LAERTES.—¿Eh? ¿Qué ruido es ese?
(Entra Ofelia como antes.)
¡Fiebre, sécame el cerebro! ¡Lágrimas amargas, quemadme el sentido y poder de mis ojos! Juro que tu demencia será pagada en peso hasta que la balanza se incline de mi lado. ¡Rosa de mayo, querida doncella, hermana, Ofelia! ¡Dios! ¿Es posible que un juicio tan tierno sea tan mortal como la vida de un anciano? El amor nos perfecciona, y nos hace enviar una valiosa parte nuestra tras el ser al que amamos.
OFELIA.—(Canta.)
Su ataúd descubierto va,
ay, nony, nony, no, nony, no,
y en la tumba le lloran ya.
Adiós, mi paloma.
LAERTES.—Si estuvieras en tu juicio y clamases venganza, no conmoverías tanto.
OFELIA.—Vos cantad «Do re dó», y vos «Do re fá». ¡Ah, qué bien le va el estribillo! El pérfido mayordomo raptó a la hija del amo.
LAERTES.—Ese absurdo dice mucho.
OFELIA.—Esto es romero, para recordar. Acuérdate, amor. Y esto pensamientos, para pensar.
LAERTES.—La lección de la locura: ajusta el pensamiento y el recuerdo.

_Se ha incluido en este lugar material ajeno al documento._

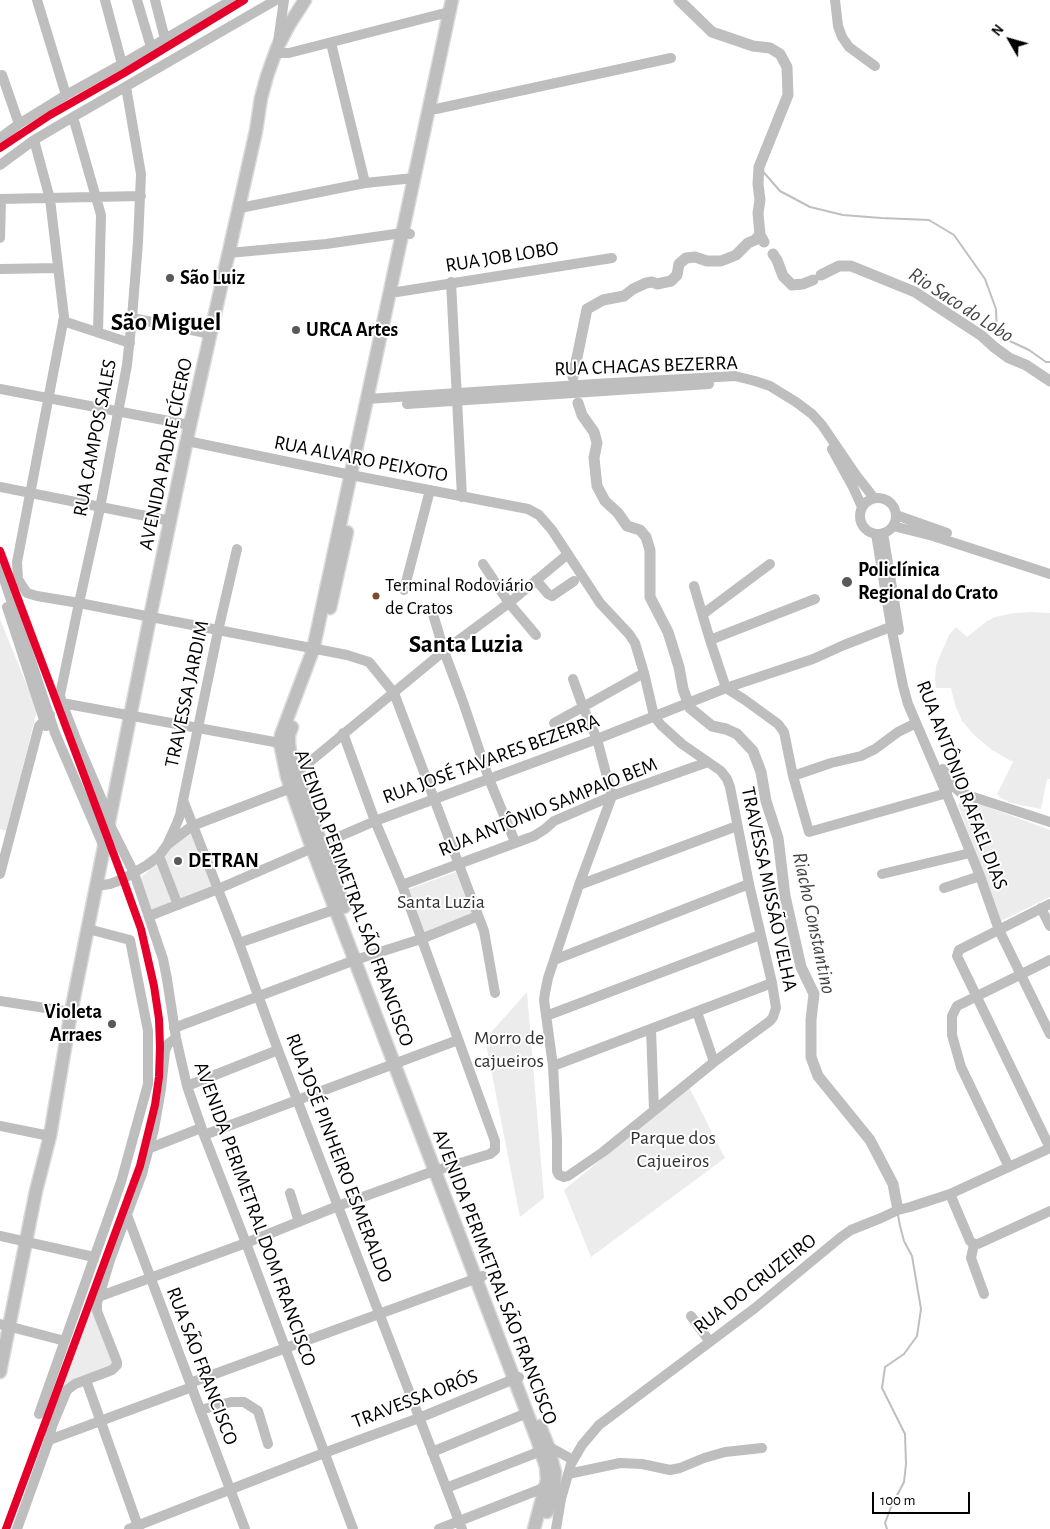 <!DOCTYPE html>
<html>
<head>
<meta charset="utf-8">
<style>
	body { margin:0 }
	#map { position:relative; width:1050px; height:1529px; overflow:hidden; background:#fff; font-family:"Alegreya Sans",sans-serif }
	canvas { display:block }
	.north { position:absolute; left:985px; top:15px; width:50px; height:50px; -webkit-text-stroke:4px #fff; paint-order:stroke; rotate:308deg; font-size:14px; font-weight:700; line-height:20px; text-align:center; color:#000 }
	.north::after { content:''; display:block; margin:auto; width:18px; height:22px; background:#000; clip-path:polygon(50% 0,100% 100%,50% 72%,0 100%) }
	.scale { position:absolute; left:872px; top:1492px; width:98px; height:22px; box-sizing:border-box; border:2px solid #000; border-top:0; padding-left:6px; font-size:15px; line-height:18px; white-space:nowrap; color:#000; -webkit-text-stroke:4px #fff; paint-order:stroke }
</style>
</head>
<body>
<div id="map">
<canvas width="1050" height="1529"></canvas>
<div class="north">N</div>
<div class="scale">100 m</div>
</div>
<script>
const context = document.querySelector('canvas').getContext('2d');
context.lineJoin = 'round';
function fill(path, color) {
  context.fillStyle = color;
  context.fill(path, 'evenodd');
}
function poly(rows) {
  const path = new Path2D();
  for (const r of rows) {
    if (r.length === 3) {
      path.moveTo(r[0] + r[2], r[1]);
      path.arc(r[0], r[1], r[2], 0, 2 * Math.PI);
      continue;
    }
    path.moveTo(r[0], r[1]);
    for (let i = 2; i < r.length; i += 2) path.lineTo(r[i], r[i + 1]);
  }
  return path;
}
function trace(path, color, width, dash) {
  context.strokeStyle = color;
  context.lineWidth = width;
  context.lineCap = dash ? 'butt' : 'round';
  context.setLineDash(dash || []);
  context.stroke(path);
}
function write(font, color, halo, rows, align = 'center') {
  context.font = font + ' "Alegreya Sans",sans-serif';
  context.lineWidth = 4;
  context.setLineDash([]);
  context.textBaseline = 'middle';
  context.strokeStyle = halo;
  context.fillStyle = color;
  for (const [text, x, y, turn = 0] of rows) {
    context.save();
    context.translate(x, y);
    context.rotate((+turn || 0) * Math.PI / 180);
    context.textAlign = isNaN(turn) ? turn : align;
    if (halo) context.strokeText(text, 0, 0);
    context.fillText(text, 0, 0);
    context.restore();
  }
}
const green = poly([
	[1031,612,1050,613,1050,779,1047,779,1041,809,1011,803,1001,798,997,794,1013,762,992,750,974,735,962,721,955,705,951,688,936,688,935,678,936,666,941,653,949,635,956,627,967,637,987,621,995,617,1014,613],
	[0,619,37,710,7,831,0,829],
	[963,798,1050,830,1050,897,1001,921,958,805],
	[191,831,211,886,181,898,163,855],
	[158,861,173,903,152,912,139,880],
	[458,871,474,914,423,934,407,890],
	[527,992,544,1198,520,1217,485,1039],
	[689,1087,725,1158,591,1257,564,1190],
	[93,1303,116,1362,112,1369,63,1387]
]);
const stream = poly([
	[759,167,780,191,810,207,843,215,881,218,929,220,954,235,985,279,996,309,997,335,1029,350,1046,362,1050,362],
	[887,1529,885,1523,891,1507,904,1482,906,1464,905,1434,882,1388,885,1367,904,1354,917,1336,921,1309,912,1256,904,1241,900,1226,898,1215]
]);
const river = poly([
	[679,0,712,32,753,46,770,48,780,54,787,67,788,95,759,167,758,184,760,200,758,213,760,235,764,242],
	[773,254,777,260,783,276,792,285,803,284,813,280],
	[821,275,839,266,851,266,915,292,982,336,994,347,1009,358,1026,365,1050,381],
	[573,377,587,309,603,300,624,296,633,289,646,283,652,282,657,284,671,281,677,275,679,264,686,258,695,257,707,261,721,261,736,255,748,243,755,240,760,235],
	[578,403,582,415,594,432,597,443,594,458,597,486,605,501,618,513,627,526,640,530,646,537,650,550,650,597,668,632,679,667,683,689,690,708,712,726,726,729,737,734,753,751,761,772,766,801,778,838,785,896,801,967,814,994,811,1020,811,1057,818,1076,870,1140,893,1184,897,1205]
]);
const minor = poly([
	[37,0,66,95],
	[105,0,122,64],
	[137,0,151,47],
	[155,0,165,39],
	[835,0,838,26,842,37,849,47,875,66],
	[278,42,284,0],
	[331,43,365,183],
	[275,53,289,53,449,12],
	[2,75,19,124],
	[428,109,436,109,671,58],
	[73,117,101,215,98,332],
	[0,138,19,124,66,95,122,64,232,0],
	[34,140,50,199,64,317,17,562,18,579,21,584,27,593,37,596,79,603,347,655,369,662,394,693,484,931,495,993],
	[0,165,34,140,73,117,276,0],
	[0,199,141,196],
	[240,208,365,183,414,178],
	[0,238,1,199],
	[229,253,326,244,402,233,410,234],
	[0,269,58,268],
	[451,282,462,497],
	[397,292,612,258],
	[132,318,211,334],
	[63,321,130,343],
	[0,389,190,425],
	[367,399,595,384,735,376,755,381,770,386,796,402,812,414,822,425,856,475,874,498],
	[407,404,709,384],
	[187,441,351,475,528,509,539,515,552,530,600,603,629,634,635,643,644,673,654,716,661,725,682,744,721,771,727,779,730,787,749,884,772,983,776,1008,773,1017,770,1021,714,1062,603,1152,568,1176,564,1177,559,1175,557,1171,557,1140,553,1066,544,1000,545,993,548,978,579,885,612,796,597,739,583,707,573,679],
	[832,449,853,487,862,507],
	[0,487,171,521],
	[878,516,18],
	[896,515,947,533],
	[893,526,933,536,1050,574],
	[883,533,899,630],
	[876,534,891,626,903,686,908,704,950,802,980,876,999,930,1050,1034],
	[483,564,509,603,536,635],
	[0,567,55,733,104,847],
	[536,580,548,594,552,596,574,581],
	[694,586,710,640,726,688,745,700,778,724,784,732,793,776,809,832,947,793],
	[404,590,430,490],
	[7,607,46,726],
	[433,614,444,651,463,702,489,779,515,842],
	[703,614,770,564],
	[710,640,815,599],
	[62,703,280,743],
	[554,723,644,673],
	[943,769,951,784,961,793,1050,822],
	[290,776,295,774,444,651,509,603,568,554],
	[793,776,831,763,861,756,875,749,898,732,916,723],
	[183,800,239,943,278,1050,462,1529],
	[110,819,78,744,62,703,60,695,79,603,100,508,127,365,132,318,138,242,141,174,126,87],
	[109,823,134,873,163,959,167,979,176,1038,187,1086,204,1135,246,1243,353,1529],
	[167,845,177,823,180,815,218,631,237,549],
	[159,856,178,905],
	[0,874,39,726,50,715],
	[882,874,970,853],
	[402,885,534,836,545,829,554,821,612,796,708,762],
	[579,885,737,826],
	[96,886,110,884,123,879,147,865,159,856,167,845,192,826,291,788],
	[944,888,980,876],
	[1050,904,959,950,957,956,1050,1148],
	[1041,908,1050,926],
	[149,916,218,889,375,821,597,739,726,688,813,659,844,645,898,624],
	[239,943,336,909],
	[554,960,749,884],
	[0,1001,71,1012],
	[697,1012,714,1062],
	[546,1016,760,935],
	[174,1028,355,960,421,939,478,916],
	[651,1029,654,1110],
	[553,1066,772,983],
	[187,1086,278,1050],
	[0,1126,50,1136],
	[204,1135,458,1040],
	[150,1148,201,1128],
	[1009,1167,961,1067,952,1035,952,1016,957,1006,1050,960],
	[290,1193,299,1222],
	[950,1194,970,1241,974,1244,978,1244,1050,1211],
	[127,1215,245,1529],
	[0,1236,94,1257],
	[974,1244,971,1258,984,1294],
	[98,1297,246,1243,338,1206,434,1171,490,1154,495,1150,495,1141,402,885,375,821,343,733],
	[691,1316,710,1342],
	[0,1324,65,1341],
	[86,1380,139,1529],
	[190,1383,483,1276],
	[200,1410,231,1402,244,1402,258,1411,268,1444],
	[39,1414,121,1182,148,1084,148,1031,130,940,88,929],
	[49,1440,192,1387],
	[548,1446,573,1460],
	[432,1452,527,1413],
	[568,1474,620,1463,642,1464,670,1470,680,1468,704,1458,725,1452,762,1448],
	[446,1488,541,1451],
	[17,1529,49,1440,52,1426,67,1390,75,1384,112,1370,117,1365,117,1362,97,1311,97,1303,110,1260,142,1174,154,1129,161,1089,165,1051,168,1044,176,1038],
	[129,1529,324,1453,419,1418,519,1377],
	[439,1529,546,1487],
	[556,1529,561,1499,571,1464,582,1445,599,1425,755,1308,841,1237,851,1230,881,1218,898,1210,910,1207,950,1194,1050,1148]
]);
const major = poly([
	[452,0,367,399,313,650,281,735,280,743,287,777,312,848,537,1439,546,1467,547,1480,534,1529],
	[330,608,347,532],
	[292,727,289,735,289,744,291,759,344,907],
	[0,1372,36,1191,50,1136,71,1012,150,617,190,425,256,131,261,98,267,76,277,48,289,25,305,0],
	[540,1426,548,1446,555,1472,554,1491,547,1512]
]);
const rail1 = poly([
	[0,148,50,115,124,73,244,0],
	[0,551,123,879,141,929,154,986,159,1019,160,1047,159,1077,155,1105,140,1166,6,1529]
]);
const markers = [
	[170,278,5,"#595959"],
	[296,330,5,"#595959"],
	[847,582,6,"#595959"],
	[376,596,4.5,"#7a4b2a"],
	[178,861,5,"#595959"],
	[112,1024,5,"#595959"]
];
const busNames = [
	["Terminal Rodoviário",385,585],
	["de Cratos",385,608]
];
const streetNames = [
	["RUA JOB LOBO",502,257,-9],
	["RUA CHAGAS BEZERRA",646,366,-2],
	["RUA CAMPOS SALES",95,438,-79],
	["AVENIDA PADRE CÍCERO",166,454,-78],
	["RUA ALVARO PEIXOTO",361,459,11],
	["TRAVESSA JARDIM",187,694,-78],
	["RUA JOSÉ TAVARES BEZERRA",491,759,-20],
	["RUA ANTÔNIO RAFAEL DIAS",962,785,69],
	["RUA ANTÔNIO SAMPAIO BEM",548,807,-22],
	["TRAVESSA MISSÃO VELHA",769,889,78],
	["AVENIDA PERIMETRAL SÃO FRANCISCO",354,898,70],
	["RUA JOSÉ PINHEIRO ESMERALDO",339,1158,69],
	["AVENIDA PERIMETRAL DOM FRANCISCO",255,1214,70],
	["AVENIDA PERIMETRAL SÃO FRANCISCO",495,1277,69],
	["RUA DO CRUZEIRO",755,1284,-38],
	["RUA SÃO FRANCISCO",202,1366,69],
	["TRAVESSA ORÓS",415,1399,-21]
];
const poiNames = [
	["São Luiz",180,278],
	["URCA Artes",306,330],
	["Policlínica",858,570],
	["Regional do Crato",858,593],
	["DETRAN",188,861],
	["Violeta",102,1012,"right"],
	["Arraes",102,1035,"right"]
];
const parkNames = [
	["Santa Luzia",441,902],
	["Morro de",509,1038],
	["cajueiros",509,1061],
	["Parque dos",673,1138],
	["Cajueiros",673,1161]
];
const waterNames = [
	["Rio Saco do Lobo",961,305,33],
	["Riacho Constantino",814,923,78]
];
const districtNames = [
	["São Miguel",166,322],
	["Santa Luzia",466,644]
];
fill(green, '#ececec');
trace(stream, '#bfbfbf', 2);
trace(river, '#bfbfbf', 11);
trace(major, '#dbdbdb', 15);
trace(minor, '#bebebe', 10);
trace(major, '#bebebe', 12);
trace(rail1, '#e4002b', 8);
for (const [x, y, r, color] of markers) {
  const dot = new Path2D();
  dot.arc(x, y, r, 0, 2 * Math.PI);
  context.fillStyle = color;
  context.fill(dot);
  trace(dot, '#fff', 2);
}
write('19px', '#000', '#fff', busNames, 'left');
write('20px', '#000', '#fff', streetNames);
write('bold 20px', '#000', '#fff', poiNames, 'left');
write('20px', '#333', '#fff', parkNames);
write('italic 21px', '#444', '#fff', waterNames);
write('bold 25px', '#000', '#fff', districtNames);
</script>
</body>
</html> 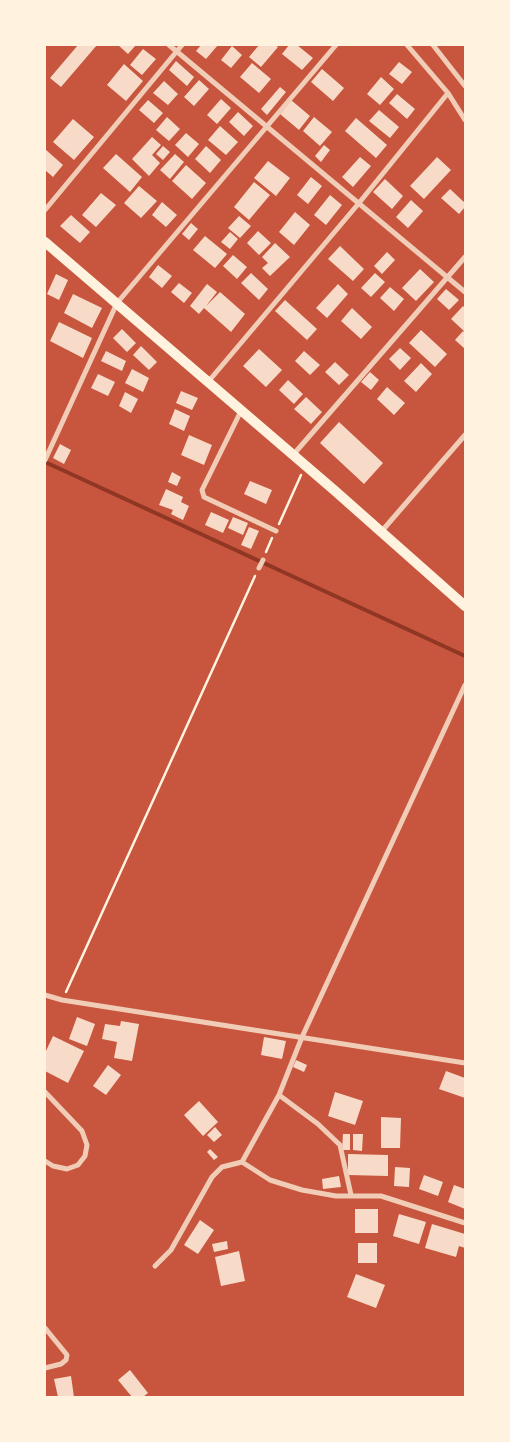 <!DOCTYPE html>
<style>
body{margin:0}
#map{position:relative;width:510px;height:1442px;overflow:hidden;background:#c8553d;font-family:Merriweather,serif}
canvas{display:block}
.frame{position:absolute;inset:0;border:46px solid #fff3e0;pointer-events:none}
</style>
<div id="map">
<canvas width="510" height="1442"></canvas>
<div class="frame"></div>
</div>
<script>
const ctx = document.querySelector('canvas').getContext('2d');
ctx.lineJoin = 'round';
function shape(rows) {
  const path = new Path2D();
  for (const r of rows) {
    path.moveTo(r[0], r[1]);
    for (let i = 2; i < r.length; i += 2) path.lineTo(r[i], r[i + 1]);
  }
  return path;
}
function trace(path, color, width, dash) {
  ctx.strokeStyle = color;
  ctx.lineWidth = width;
  ctx.lineCap = dash ? 'butt' : 'round';
  ctx.setLineDash(dash || []);
  ctx.stroke(path);
}
function paint(path, color) {
  ctx.fillStyle = color;
  ctx.fill(path, 'evenodd');
}
const stream = shape([
 [45,462,465,656]
]);
const building = shape([
 [78,45,97,45,61,87,50,78],
 [118,45,136,45,128,54],
 [201,45,218,45,206,59,196,51],
 [259,45,275,45,278,47,261,67,249,57],
 [289,45,297,45,313,58,302,70,282,54],
 [232,46,242,55,231,68,221,60],
 [143,49,156,59,142,75,130,65],
 [176,61,194,77,187,86,169,70],
 [399,62,412,72,402,84,389,74],
 [252,63,271,79,259,93,240,77],
 [124,64,143,81,126,101,107,85],
 [322,69,344,88,333,101,311,82],
 [381,77,394,89,380,105,367,94],
 [199,80,209,89,194,106,184,97],
 [164,81,178,94,168,105,153,93],
 [280,87,286,92,267,115,261,109],
 [397,94,415,109,407,119,389,103],
 [221,99,231,108,217,124,207,115],
 [148,100,163,113,154,123,139,110],
 [291,100,310,116,299,130,280,114],
 [379,110,399,127,390,138,369,121],
 [238,112,253,126,244,136,229,122],
 [167,117,180,129,169,141,156,130],
 [314,117,332,132,320,146,303,131],
 [356,118,387,145,376,158,345,131],
 [73,119,94,137,74,160,53,142],
 [220,126,238,142,226,155,208,140],
 [186,133,199,144,188,157,175,145],
 [152,137,161,145,152,155,160,163,149,176,132,159],
 [324,145,330,150,321,162,315,156],
 [163,146,170,152,163,160,156,154],
 [206,146,221,160,210,173,195,159],
 [45,149,63,165,53,177,45,170],
 [116,154,142,177,130,192,103,168],
 [175,154,184,162,170,179,160,170],
 [360,157,371,166,353,187,342,177],
 [437,157,451,170,424,199,410,186],
 [268,161,290,178,276,196,254,178],
 [186,165,206,183,192,199,172,181],
 [311,177,322,186,308,204,297,195],
 [385,179,403,196,392,209,373,192],
 [254,182,270,195,249,220,234,207],
 [139,186,157,201,141,218,124,203],
 [450,189,465,203,465,207,459,214,441,198],
 [101,193,116,205,96,227,82,215],
 [330,195,342,205,326,225,314,215],
 [411,200,423,211,408,228,396,217],
 [162,202,177,215,166,227,152,215],
 [295,212,310,225,294,245,279,232],
 [71,215,90,232,80,243,60,226],
 [239,216,251,226,240,238,228,228],
 [191,223,198,229,189,240,182,234],
 [258,231,271,243,259,255,247,243],
 [230,232,238,239,230,249,221,242],
 [205,236,227,254,215,268,193,250],
 [275,243,290,257,270,276,262,268,268,263,262,257],
 [340,246,364,269,353,281,328,259],
 [387,252,395,260,382,274,374,266],
 [233,255,247,267,237,279,223,266],
 [158,265,172,276,162,288,149,277],
 [420,269,434,282,416,301,402,288],
 [251,273,268,289,259,300,241,283],
 [375,273,385,282,371,297,361,288],
 [56,274,68,280,59,300,47,294],
 [179,283,192,293,184,303,171,292],
 [207,284,217,292,206,306,220,292,245,314,231,332,204,308,199,314,190,306],
 [338,284,348,294,327,318,316,308],
 [390,287,404,299,394,311,380,298],
 [446,289,459,300,449,310,437,299],
 [73,294,102,308,92,328,64,313],
 [285,300,317,329,307,340,275,311],
 [463,306,465,308,465,332,451,319],
 [352,308,372,327,361,339,341,321],
 [59,322,92,338,83,358,50,341],
 [122,329,136,343,127,352,113,338],
 [421,330,447,354,435,367,409,343],
 [463,331,465,333,465,349,455,340],
 [141,346,157,362,149,370,133,355],
 [400,348,411,358,400,370,389,359],
 [259,349,282,370,266,387,243,366],
 [106,351,126,361,122,371,101,361],
 [304,351,320,365,310,375,295,361],
 [335,362,349,375,339,385,325,372],
 [421,363,432,374,416,392,404,381],
 [132,369,149,378,143,392,125,383],
 [370,372,379,380,371,390,361,382],
 [98,374,115,382,108,396,91,388],
 [288,380,303,394,294,404,279,390],
 [387,387,405,403,394,415,377,399],
 [181,391,198,398,192,410,176,403],
 [125,392,138,399,131,413,119,406],
 [306,397,322,412,311,424,294,409],
 [175,409,190,416,184,431,169,424],
 [339,422,383,463,364,484,320,443],
 [189,435,212,445,204,465,181,455],
 [60,444,71,450,64,464,53,458],
 [172,472,181,477,177,486,168,482],
 [250,481,272,490,266,504,244,494],
 [166,489,183,497,181,502,189,506,183,520,171,514,173,510,159,505],
 [211,512,229,520,223,533,205,525],
 [233,517,248,523,243,535,228,528],
 [249,527,259,531,251,549,241,545],
 [77,1017,95,1024,87,1046,69,1039],
 [121,1021,139,1024,132,1061,114,1058,117,1042,102,1039,105,1024,120,1026],
 [53,1036,84,1051,68,1083,45,1071,45,1053],
 [264,1037,286,1041,282,1059,261,1055],
 [296,1060,307,1065,304,1072,293,1067],
 [108,1065,121,1075,106,1095,93,1086],
 [446,1071,465,1078,465,1098,439,1089],
 [335,1092,363,1101,355,1125,328,1116],
 [199,1101,218,1122,203,1136,184,1115],
 [381,1117,401,1118,400,1148,381,1148],
 [215,1127,222,1135,214,1142,207,1135],
 [343,1134,350,1134,350,1150,342,1150],
 [353,1134,363,1134,362,1151,353,1150],
 [210,1149,218,1157,214,1160,207,1152],
 [348,1154,388,1155,388,1176,348,1175],
 [395,1167,410,1168,409,1187,394,1186],
 [424,1175,443,1182,438,1196,419,1189],
 [339,1176,341,1187,323,1189,322,1179],
 [454,1185,465,1189,465,1209,448,1202],
 [355,1209,378,1209,378,1233,355,1233],
 [399,1214,426,1222,419,1244,393,1236],
 [200,1220,214,1230,198,1254,184,1245],
 [432,1224,465,1234,465,1248,459,1246,456,1257,425,1248],
 [227,1241,228,1249,214,1252,212,1244],
 [358,1243,377,1243,377,1263,358,1263],
 [239,1251,245,1281,221,1286,215,1257],
 [356,1274,385,1285,376,1308,347,1297],
 [130,1370,148,1393,143,1397,132,1397,118,1380],
 [71,1376,74,1397,58,1397,54,1379]
]);
const path = shape([
 [279,524,301,475],
 [266,552,272,538],
 [66,992,255,576]
]);
const minor = shape([
 [169,45,465,292],
 [407,45,448,93,465,120],
 [433,45,465,86],
 [45,210,182,45],
 [208,382,359,203,448,93],
 [241,411,202,490,204,497,276,531],
 [293,455,465,257],
 [45,460,117,303,336,45],
 [381,532,465,435],
 [259,568,263,560],
 [465,685,302,1037,279,1095,242,1162,270,1180,302,1190,336,1196,381,1196,465,1223],
 [45,995,62,1000,465,1063],
 [45,1092,82,1131,87,1145,85,1156,78,1165,67,1169,53,1166,45,1161],
 [279,1095,318,1124,340,1145,351,1195],
 [155,1266,171,1250,212,1177,222,1167,242,1162],
 [45,1328,67,1355,66,1360,61,1364,45,1368]
]);
const primary = shape([
 [45,242,334,490,465,606]
]);
trace(stream, '#8f3625', 4);
paint(building, '#f7dbc8');
trace(path, '#fff3e0', 2.5);
trace(minor, '#f1ccb7', 5);
trace(primary, '#fff3e0', 10);
</script>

OFELIA.—Esto es hinojo, para vos, y aguileña. Y esto ruda, para vos; y una poca para mí. Los domingos la llamamos hierba de la gracia. ¡Ah, vos llevad la ruda por otro motivo! Esto es una margarita. Os daría violetas, pero todas se mustiaron al morir mi padre; dicen que tuvo buena muerte. (Canta.)
Pues Robin el guapo es mi ilusión.
LAERTES.—Pesadumbre y tristeza, dolor, el infierno, ella los convierte en dulzura y encanto.
OFELIA.—(Canta.)
¿Y ya nunca volverá?
¿Y ya nunca volverá?
No, no, no, muerto está,
y tú muere ya,
pues él jamás volverá.
La barba, níveo blancor,
el pelo, rubio color;
Ya murió, ya murió.
¿A qué más dolor?
Acoja su alma Dios. Y todas las almas cristianas, si Dios quiere. Adiós.
(Sale.)
LAERTES.—¿Ves esto, Dios?
REY.—Laertes, debo compartir tu pena; no me niegues mi derecho. Ahora sal y escoge a tus amigos más juiciosos para que oigan y arbitren entre tú y yo. Si me creen implicado, de manera personal o coligada, yo, en desagravio, te daré mi reino, mi vida, mi corona y todo lo que es mío. Mas, si no es así, accede a dispensarme tu paciencia y obraré en alianza con tu alma por dejarte satisfecho.
LAERTES.—Conforme. El modo en que murió, su oscuro entierro (sin emblema, espada, ni blasón sobre sus restos, rito noble o ceremonia funeral); todo esto clama tanto del cielo a la tierra que exijo que se indague.
REY.—Así se hará; y donde haya crimen, el hacha caerá. Te lo ruego, ven conmigo.